Knowing about Sassy is so painful and I didn't realize she was so young.
I understand how you feel thinking of her everyday.
I'ts amazing how different all the personalities the maltese have and we love and cherish each one in different ways.
Iam so glad Hope has been there for you.
That picture of Sassy is so breathtakingly beautiful, Iam so moved by it.
May your day be filled with good memories, I will be thinking of you.






















Lisa (Starry)


----------



## MalteseMum (Apr 25, 2007)

I am so sorry, I know that anniverseries like this are hard, Just remember, she will see you again in what to her, feels like no time because the rainbow bridge, just like heaven, has no tomorrow. It is all like one day. And what will feel to her like no time, she will be with you again fully restored to the point in her life she looked most beautiful, and her health will be like never befor and she will just be loving you loving her and giving you lots of love.


----------



## Cosy (Feb 9, 2006)

It really doesn't seem like it's been a year already. I remember how very sad we all were and how you were so stranded while she was taking her turn for the worse.
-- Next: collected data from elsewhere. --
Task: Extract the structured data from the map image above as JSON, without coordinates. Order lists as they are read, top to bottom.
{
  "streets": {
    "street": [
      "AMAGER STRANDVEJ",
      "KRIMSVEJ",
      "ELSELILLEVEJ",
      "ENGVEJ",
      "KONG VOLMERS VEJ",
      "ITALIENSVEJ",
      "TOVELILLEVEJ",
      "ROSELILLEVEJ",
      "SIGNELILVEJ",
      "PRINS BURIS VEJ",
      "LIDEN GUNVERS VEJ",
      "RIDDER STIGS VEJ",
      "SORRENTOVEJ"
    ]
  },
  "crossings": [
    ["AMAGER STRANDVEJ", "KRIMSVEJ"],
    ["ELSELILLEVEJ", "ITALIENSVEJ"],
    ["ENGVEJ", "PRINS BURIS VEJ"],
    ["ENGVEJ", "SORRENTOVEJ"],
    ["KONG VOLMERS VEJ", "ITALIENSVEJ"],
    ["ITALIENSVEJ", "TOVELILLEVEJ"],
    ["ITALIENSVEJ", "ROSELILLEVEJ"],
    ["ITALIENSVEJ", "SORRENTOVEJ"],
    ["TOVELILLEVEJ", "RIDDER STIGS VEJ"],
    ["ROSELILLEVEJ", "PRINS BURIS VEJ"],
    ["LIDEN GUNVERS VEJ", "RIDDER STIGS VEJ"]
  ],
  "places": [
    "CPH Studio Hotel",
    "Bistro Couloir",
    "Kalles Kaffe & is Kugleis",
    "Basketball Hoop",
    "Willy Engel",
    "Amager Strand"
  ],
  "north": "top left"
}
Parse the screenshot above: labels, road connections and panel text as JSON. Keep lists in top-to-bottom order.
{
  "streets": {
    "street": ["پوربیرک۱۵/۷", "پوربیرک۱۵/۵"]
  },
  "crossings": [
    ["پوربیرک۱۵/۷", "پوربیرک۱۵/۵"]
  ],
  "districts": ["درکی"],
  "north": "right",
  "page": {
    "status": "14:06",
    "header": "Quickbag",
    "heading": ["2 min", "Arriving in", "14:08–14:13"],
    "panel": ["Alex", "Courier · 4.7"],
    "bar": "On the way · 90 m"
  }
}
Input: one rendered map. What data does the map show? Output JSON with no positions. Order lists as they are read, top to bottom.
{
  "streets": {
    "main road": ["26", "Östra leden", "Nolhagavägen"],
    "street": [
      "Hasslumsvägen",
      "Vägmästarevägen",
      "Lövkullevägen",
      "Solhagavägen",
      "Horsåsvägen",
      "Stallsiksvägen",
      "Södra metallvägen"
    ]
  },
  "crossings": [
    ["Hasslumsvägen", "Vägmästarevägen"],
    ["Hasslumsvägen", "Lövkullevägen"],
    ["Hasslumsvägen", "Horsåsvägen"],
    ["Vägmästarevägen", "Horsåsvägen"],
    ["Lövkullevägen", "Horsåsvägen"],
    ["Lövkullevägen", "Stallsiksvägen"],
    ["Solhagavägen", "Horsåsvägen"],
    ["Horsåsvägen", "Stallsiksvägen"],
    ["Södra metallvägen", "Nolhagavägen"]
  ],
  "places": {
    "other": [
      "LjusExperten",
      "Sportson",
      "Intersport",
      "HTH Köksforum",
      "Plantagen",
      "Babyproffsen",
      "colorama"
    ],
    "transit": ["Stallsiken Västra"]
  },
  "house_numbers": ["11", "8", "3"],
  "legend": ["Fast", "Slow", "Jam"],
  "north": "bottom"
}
I know Jaimie was great comfort to her and to you.


----------



## Scoobydoo (May 26, 2005)

Susan I cannot believe it has been a year since little Sassy went to the Bridge, what a brave little girl she really was














What a wonderful mom you were too, you tried everything you could to keep her with you for as long as you could







I will never forget your beautiful little Sassy


----------



## Littlemans Mom (Apr 6, 2005)

I remember looking everyday for news on Precious little Sassy







she is truely loved and missed. My babies that have gone on to the bridge are there running and playing with her and all the others that have gone there as well














Bless you precious little Sassy....your time here was far too short but you shined so very bright while you were here that your light will never dim


----------



## camfan (Oct 30, 2006)

Susan, I wasn't a member yet when Sassy passed away but not too long ago I went back and read your stories and was very touched and saddened. She was a precious baby. It's so not fair to have them taken so young. I bet she is being a wonderful "big" sis to my little Camden at the Bridge. Hugs to you during this time--I'm glad your pain is becoming less and I know you will have beautiful memories of her forever


----------



## Cathy (Mar 19, 2006)

Susan, 

I'm sitting here weeping and remembering that Sassy was the reason we met. The one year anniversary is a very emotional time as it brings back both good and bad memories. May your Sassy be sitting at the bridge sending kisses. Those extra kisses from Hope are kisses from Sassy.

Hugs,

Cathy


----------



## suTQ (Jul 13, 2006)

She was beautiful.


----------



## Andrea&Luci (Jul 30, 2006)

Susan,
Sassy was an absolutely beautiful little girl, and I am glad that little Hope helped to heal your wounded heart.


----------



## lonestar (Dec 21, 2004)

Dear Susan, I also remember this day and how all our hearts broke along with yours. It seems impossible that it's already been a year. My thoughts are with you and your little furangel Sassy.


----------



## MalteseJane (Nov 21, 2004)

One year already. She was such a beautiful little girl. I am glad you have Hope to ease your pain.


----------



## vjw (Dec 20, 2006)

I've been thinking of you today. I went through one of these first year anniversaries in March and I know how difficult they are. Sassy was a gorgeous malt! 


Joy


----------



## Carole (Nov 1, 2005)

Seeing Sassy's sweet face again....the tears again came easily. 
Not sure why...maybe others feel this too...it was like she belonged to each of us in some strange way.
She touched our hearts right through the computer screens. If she emoted this much love across the WWW...can't imagine what it was like for you in person, Susan.
Thank you for sharing her with us.









~Carole~


----------



## dr.jaimie (Mar 23, 2004)

i miss u sassy girl! u put up such a hard fight. i thought about u a few times today


----------



## Furbabymom (Dec 17, 2004)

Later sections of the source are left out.